O trabalho mostra que, a partir da segunda metade da década de 90, houve uma redução de patamar em comparação com os níveis registrados nos anos 70. "Isso indica, sem dúvida alguma, uma melhora aparentemente estável no padrão da pobreza, mas esse valor continua moralmente inaceitável", diz o texto.


Henriques considera que a sociedade brasileira trata a desigualdade como uma coisa natural. Romper essa inércia, afirma, é fundamental para erradicar a pobreza. "Isso está ligado à cultura, à forma como se deu a abolição da escravidão, ao pacto político que se estabeleceu", diz ele. "A intensidade e a duração dessa desigualdade não seriam naturais em lugar nenhum. Acontece que a sociedade não assume essa questão como relevante". O pesquisador pondera que não está defendendo uma ruptura com o modelo capitalista: "Não se trata de pregar uma mudança para o socialismo, mas de mudar a mentalidade das pessoas.
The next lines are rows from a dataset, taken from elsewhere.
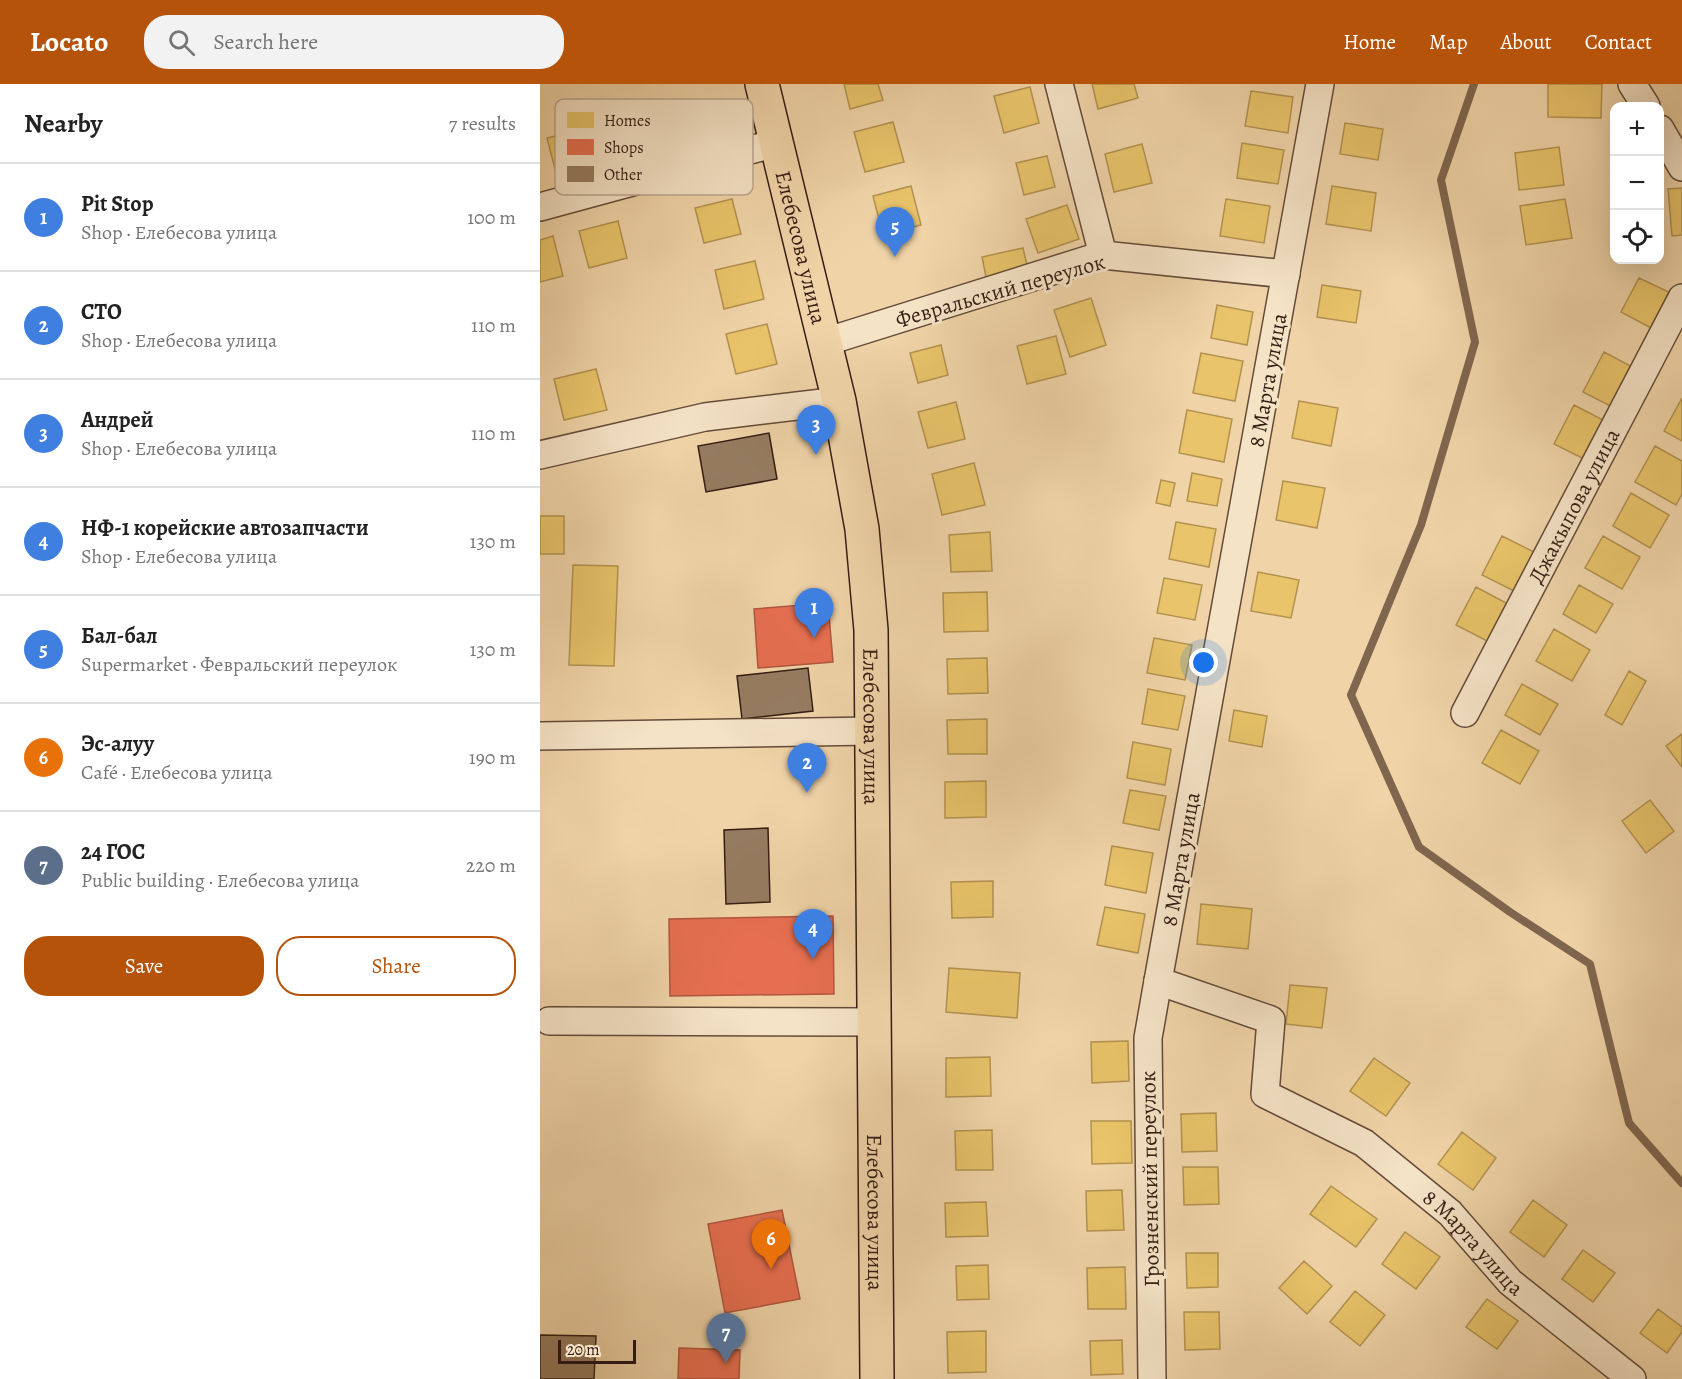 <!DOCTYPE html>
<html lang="en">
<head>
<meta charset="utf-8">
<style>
  body { margin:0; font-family:Alegreya,serif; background:#f2f2f2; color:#222 }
  .controls { position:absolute; right:18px; top:18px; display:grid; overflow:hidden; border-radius:12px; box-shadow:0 6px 24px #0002 }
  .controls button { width:54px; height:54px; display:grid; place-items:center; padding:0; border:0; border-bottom:2px solid #e0e0e0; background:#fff; color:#222; font:30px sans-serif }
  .scale { position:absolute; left:18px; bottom:15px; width:78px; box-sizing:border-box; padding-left:6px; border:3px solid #351d14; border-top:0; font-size:16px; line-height:21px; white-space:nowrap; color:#351d14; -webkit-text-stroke:4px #f5e3c6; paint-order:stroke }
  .you { position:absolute; left:664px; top:579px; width:21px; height:21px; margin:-15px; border:4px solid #fff; border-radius:50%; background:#1a73e8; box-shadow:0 0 0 9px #1a73e833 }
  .badge { display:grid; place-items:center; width:39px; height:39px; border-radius:50%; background:#b45309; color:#fff; font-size:20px; font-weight:700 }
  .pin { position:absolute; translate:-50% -50px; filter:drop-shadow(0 2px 3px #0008) }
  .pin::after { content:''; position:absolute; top:32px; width:21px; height:18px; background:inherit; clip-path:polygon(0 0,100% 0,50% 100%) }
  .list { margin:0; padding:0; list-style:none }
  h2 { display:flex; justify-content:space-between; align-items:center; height:78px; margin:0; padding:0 24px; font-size:26px }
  h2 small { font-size:20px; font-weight:400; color:#767676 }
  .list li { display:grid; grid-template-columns:39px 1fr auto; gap:18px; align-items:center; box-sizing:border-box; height:108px; padding:0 24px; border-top:2px solid #e0e0e0 }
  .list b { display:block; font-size:22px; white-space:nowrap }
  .list p { margin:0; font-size:20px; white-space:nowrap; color:#767676 }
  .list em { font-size:20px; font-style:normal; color:#767676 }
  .actions { display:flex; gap:12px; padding:18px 24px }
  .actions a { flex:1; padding:14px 0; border:2px solid #b45309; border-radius:24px; text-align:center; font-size:21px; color:#b45309 }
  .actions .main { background:#b45309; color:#fff }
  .icon { flex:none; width:33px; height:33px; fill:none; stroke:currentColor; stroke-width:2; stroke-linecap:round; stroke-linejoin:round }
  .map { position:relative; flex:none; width:1142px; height:1295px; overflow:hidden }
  header { display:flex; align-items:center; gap:36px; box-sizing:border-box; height:84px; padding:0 30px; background:#b45309; color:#fff }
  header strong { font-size:28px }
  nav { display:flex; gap:33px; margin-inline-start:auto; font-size:21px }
  .search { width:420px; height:54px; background:#f2f2f2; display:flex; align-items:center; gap:15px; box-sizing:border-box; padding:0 21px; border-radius:24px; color:#767676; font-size:22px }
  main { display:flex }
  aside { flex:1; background:#fff }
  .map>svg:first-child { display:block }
</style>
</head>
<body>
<header>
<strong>Locato</strong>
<div class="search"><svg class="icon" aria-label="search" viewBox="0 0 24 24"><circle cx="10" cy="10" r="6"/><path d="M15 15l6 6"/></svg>Search here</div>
<nav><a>Home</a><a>Map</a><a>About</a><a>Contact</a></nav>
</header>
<main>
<aside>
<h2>Nearby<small>7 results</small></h2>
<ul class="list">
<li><span class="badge" style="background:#3f7fe0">1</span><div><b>Pit Stop</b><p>Shop · Елебесова улица</p></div><em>100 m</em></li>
<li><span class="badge" style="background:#3f7fe0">2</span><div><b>СТО</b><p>Shop · Елебесова улица</p></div><em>110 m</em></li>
<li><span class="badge" style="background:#3f7fe0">3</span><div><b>Андрей</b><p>Shop · Елебесова улица</p></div><em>110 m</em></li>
<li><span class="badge" style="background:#3f7fe0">4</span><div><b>НФ-1 корейские автозапчасти</b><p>Shop · Елебесова улица</p></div><em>130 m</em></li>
<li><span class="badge" style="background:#3f7fe0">5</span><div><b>Бал-бал</b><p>Supermarket · Февральский переулок</p></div><em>130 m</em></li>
<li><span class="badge" style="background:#e8710a">6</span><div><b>Эс-алуу</b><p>Café · Елебесова улица</p></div><em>190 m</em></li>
<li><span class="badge" style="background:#5c6f8a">7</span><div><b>24 ГОС</b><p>Public building · Елебесова улица</p></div><em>220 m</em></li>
</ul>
<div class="actions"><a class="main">Save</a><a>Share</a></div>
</aside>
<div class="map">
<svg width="1142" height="1295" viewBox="0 0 1142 1295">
  <rect width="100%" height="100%" fill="#f0d4a8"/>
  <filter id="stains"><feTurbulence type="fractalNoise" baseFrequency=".00333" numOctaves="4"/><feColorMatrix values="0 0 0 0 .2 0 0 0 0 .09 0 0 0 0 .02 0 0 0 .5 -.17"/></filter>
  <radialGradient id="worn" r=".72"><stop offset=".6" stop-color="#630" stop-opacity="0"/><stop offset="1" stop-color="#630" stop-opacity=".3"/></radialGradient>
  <path fill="#e9c46a" stroke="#b39250" stroke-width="1.5" d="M304,0H338L343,16L310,25Z
    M552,0H594L598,14L558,25Z
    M1008,0H1062L1061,34L1008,33Z
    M490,3L499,39L464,49L454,12Z
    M711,7L753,13L748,49L705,42Z
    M353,38L364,78L325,88L314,48Z
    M805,39L843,45L838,76L800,70Z
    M48,44L58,83L17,93L7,54Z
    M702,59L744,66L738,100L697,94Z
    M602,60L612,99L574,108L565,70Z
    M1019,63L1024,101L979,106L975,69Z
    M507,72L515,103L484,111L476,79Z
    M371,102L381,141L343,151L333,112Z
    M792,102L836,109L831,147L786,140Z
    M1142,104V151L1132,152L1128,105Z
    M192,115L201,150L164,159L155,124Z
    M686,115L730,122L724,159L680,152Z
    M1025,115L1032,154L986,161L980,122Z
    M527,121L539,155L498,169L486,135Z
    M78,137L87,174L49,184L39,147Z
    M13,152L23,192L0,198V156Z
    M483,164L489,190L447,198L442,173Z
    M215,177L224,215L184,225L175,186Z
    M1099,194L1129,208L1111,244L1081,228Z
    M782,201L821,207L816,239L777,233Z
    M551,214L566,261L530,273L514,226Z
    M677,221L713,228L707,261L671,254Z
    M227,240L237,280L196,290L186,250Z
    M516,252L526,290L487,300L477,262Z
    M401,261L408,291L378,299L370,269Z
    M1064,268L1098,286L1078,326L1043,308Z
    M661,269L703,277L695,317L653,309Z
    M56,285L67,326L24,336L14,295Z
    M1142,314V357L1124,347Z
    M759,317L798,324L791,362L752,354Z
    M416,318L425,355L388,364L378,328Z
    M1034,321L1067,338L1048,377L1014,360Z
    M647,326L692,335L684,378L639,369Z
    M1115,362L1142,377V410L1136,421L1095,398Z
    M434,379L445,421L402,431L392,390Z
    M652,389L682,395L677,422L647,417Z
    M621,396L635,399L630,422L616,419Z
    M743,397L785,404L777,444L736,436Z
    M1091,409L1129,431L1110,464L1073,442Z
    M0,432H24V470H0Z
    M636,438L676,445L669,483L629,475Z
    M450,448L452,487L411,488L409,451Z
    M962,452L996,469L976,508L942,491Z
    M1063,452L1100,473L1082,505L1045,484Z
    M33,481L78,482L74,582L29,581Z
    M718,488L759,496L751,534L711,527Z
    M624,494L662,501L655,536L617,529Z
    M1039,501L1073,520L1056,549L1023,530Z
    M936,503L968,520L949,558L916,541Z
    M447,508L448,547L404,548L403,509Z
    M1014,545L1050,566L1032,597L996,577Z
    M614,554L652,561L645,596L607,589Z
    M447,574L448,609L408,610L407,575Z
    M1089,587L1106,597L1082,641L1065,631Z
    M982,600L1018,620L1000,651L965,631Z
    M608,605L645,612L638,646L602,640Z
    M694,626L727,632L722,663L689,657Z
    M447,635V670H408L407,636Z
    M961,646L999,667L980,700L942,679Z
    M1142,650V683L1126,662Z
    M593,658L631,665L625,701L587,694Z
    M446,697V733L405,734V698Z
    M590,706L626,712L619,746L583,739Z
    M1110,716L1134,747L1106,769L1082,737Z
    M572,762L613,769L606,809L565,801Z
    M453,797V833L412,834L411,798Z
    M661,820L712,825L708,865L657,860Z
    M565,823L605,830L598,869L557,861Z
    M409,884L480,889L477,934L406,928Z
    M750,901L787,904L782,944L746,940Z
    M588,957L589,997L552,999L551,958Z
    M450,973L451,1012L406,1013V974Z
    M834,974L870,999L846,1032L810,1007Z
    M676,1029L677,1067L642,1068L641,1030Z
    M551,1037H591L592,1079L552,1080Z
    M452,1046L453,1086H416L415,1047Z
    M922,1048L956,1074L933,1106L898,1080Z
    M643,1083H678L679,1120L644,1121Z
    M791,1102L837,1135L816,1163L770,1130Z
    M582,1106L584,1146L547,1147L546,1107Z
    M993,1116L1027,1141L1004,1173L970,1148Z
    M446,1118L448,1152L406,1153L405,1119Z
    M865,1148L900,1173L876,1205L842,1180Z
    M1043,1166L1075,1189L1053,1218L1022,1195Z
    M646,1169H678V1203L647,1204Z
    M764,1177L792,1202L767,1230L739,1204Z
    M448,1181L449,1215L417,1216L416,1182Z
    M585,1183L586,1225H548L547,1184Z
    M815,1207L845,1231L820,1262L790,1238Z
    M947,1215L978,1237L957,1265L926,1243Z
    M1118,1225L1142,1243V1248L1127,1269L1100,1249Z
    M644,1228H679L680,1265L645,1266Z
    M446,1247V1288L408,1289L407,1248Z
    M582,1256L583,1290L551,1291L550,1257Z"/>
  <path fill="#e76f51" stroke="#b2563f" stroke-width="1.5" d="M288,519L293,578L218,584L214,525Z
    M293,832L294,910L130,912L129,835Z
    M242,1126L260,1215L185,1229L168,1140Z
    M139,1264L200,1266L199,1295H138Z"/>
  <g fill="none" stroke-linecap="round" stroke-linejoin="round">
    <path stroke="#7f664f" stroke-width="8" d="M934,0L901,96L935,258L881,441L811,611L879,763L970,828L1050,880L1089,1039L1142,1099"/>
  </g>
  <path fill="#967c61" stroke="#351d14" stroke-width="1.5" d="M229,349L237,395L166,408L158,362Z
    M268,584L273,627L202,635L197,592Z
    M228,744L230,818L186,820L184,746Z
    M0,1251L56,1252L54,1295H0Z"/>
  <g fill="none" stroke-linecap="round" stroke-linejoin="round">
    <g stroke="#644b39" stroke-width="30">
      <g id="minor">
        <path d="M519,0L563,171"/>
        <path id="s1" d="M780,0L618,897L731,936L725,1010L824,1059L910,1129L970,1198L1092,1295"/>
        <path d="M1092,0L1106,22"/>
        <path d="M1120,45L1142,83"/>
        <path d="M0,123L236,59"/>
        <path d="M285,258L563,171L746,190"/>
        <path d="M0,371L165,333L299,317"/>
        <path id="s2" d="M925,629L1142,214"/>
        <path d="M0,652L332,647"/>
        <path d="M9,937L334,938"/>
        <path d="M612,1295L608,954L618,897"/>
      </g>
    </g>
    <g stroke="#351d14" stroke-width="36">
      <g id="major">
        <path id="s3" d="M222,0L299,317L322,445L331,546L337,1295"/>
      </g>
    </g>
    <use href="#minor" stroke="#f5e3c6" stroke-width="27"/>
    <use href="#major" stroke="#f0d4a8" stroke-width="33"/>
  </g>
  <g text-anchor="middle" stroke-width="6" stroke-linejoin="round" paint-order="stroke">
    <g font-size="22" fill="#351d14" stroke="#f5e3c6">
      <text dy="8" stroke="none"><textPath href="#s3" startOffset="168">Елебесова улица</textPath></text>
      <text transform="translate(460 206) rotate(-16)" y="8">Февральский переулок</text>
      <text transform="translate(727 296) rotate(-80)" y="8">8 Марта улица</text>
      <text dy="8" stroke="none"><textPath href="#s2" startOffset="234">Джакыпова улица</textPath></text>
      <text dy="8" stroke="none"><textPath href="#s3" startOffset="654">Елебесова улица</textPath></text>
      <text transform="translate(640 775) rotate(-80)" y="8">8 Марта улица</text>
      <text transform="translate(609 1095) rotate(-91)" y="8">Грозненский переулок</text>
      <text dy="8" stroke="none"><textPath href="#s3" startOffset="1140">Елебесова улица</textPath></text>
      <text dy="8" stroke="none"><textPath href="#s1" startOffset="1364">8 Марта улица</textPath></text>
    </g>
  </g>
  <rect x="15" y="15" width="198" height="96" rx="9" fill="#f5e3c6" stroke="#bba891" stroke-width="1.5"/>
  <rect x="27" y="28" width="27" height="16" fill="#e9c46a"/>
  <rect x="27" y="55" width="27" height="16" fill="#e76f51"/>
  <rect x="27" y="82" width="27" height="16" fill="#967c61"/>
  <g font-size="16" fill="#351d14">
    <text x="64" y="42">Homes</text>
    <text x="64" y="69">Shops</text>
    <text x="64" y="96">Other</text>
  </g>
  <rect width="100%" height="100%" filter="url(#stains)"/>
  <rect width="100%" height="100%" fill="url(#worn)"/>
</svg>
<div class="controls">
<button>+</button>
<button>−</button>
<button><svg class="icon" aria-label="locate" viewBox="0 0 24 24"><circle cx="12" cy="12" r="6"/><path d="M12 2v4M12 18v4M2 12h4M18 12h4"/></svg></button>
</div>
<div class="scale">20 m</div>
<div class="you"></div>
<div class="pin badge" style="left:274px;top:554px;background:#3f7fe0">1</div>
<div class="pin badge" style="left:267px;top:709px;background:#3f7fe0">2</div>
<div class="pin badge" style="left:276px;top:371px;background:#3f7fe0">3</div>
<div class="pin badge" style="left:273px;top:875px;background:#3f7fe0">4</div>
<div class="pin badge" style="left:355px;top:173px;background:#3f7fe0">5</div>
<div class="pin badge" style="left:231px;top:1185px;background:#e8710a">6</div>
<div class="pin badge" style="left:186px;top:1279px;background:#5c6f8a">7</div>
</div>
</main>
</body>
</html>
Se um governo, por decreto, tentasse romper essa desigualdade, não conseguiria", garante.


O papel do Terceiro Setor


Ao estabelecer a necessidade de uma mudança da própria sociedade para criar políticas efetivas de combate à pobreza, o estudo do Ipea reafirma a importância das ações articuladas pelas organizações do Terceiro Setor - seja através de iniciativas locais de desenvolvimento sustentado ou de um trabalho de conscientização e formação da cidadania, abrindo a perspectiva de debates e criando instrumentos para pressionar o Estado para a adoção de novas políticas públicas.


"A idéia da constituição de um espaço público não-governamental é estratégica para a mudança", diz Henriques. "O papel das organizações do Terceiro Setor é chave, é vital. O Terceiro Setor não deve ser um apêndice nesse processo", afirma. "O importante é fazer com que essa questão da desigualdade seja parte da agenda política do país. E se a sociedade topar fazer essa discussão, eu fico otimista", confessa.


E a discussão já começou. Quando Herbert de Sousa, o saudoso Betinho, iniciou a campanha nacional "Ação da Cidadania contra a Fome, a Miséria e pela Vida", o tema ganhou as ruas e a mídia. Anos depois, a luta ainda é a mesma. Essa foi -ainda é - uma iniciativa da própria sociedade, que preferiu não ficar à espera do poder público ou refém do que se convencionou chamar de vontade política - um bordão de poucos resultados.


Erradicar a miséria exige - para começar - que à sociedade brasileira não falte, isto sim, vontade. E ponto final.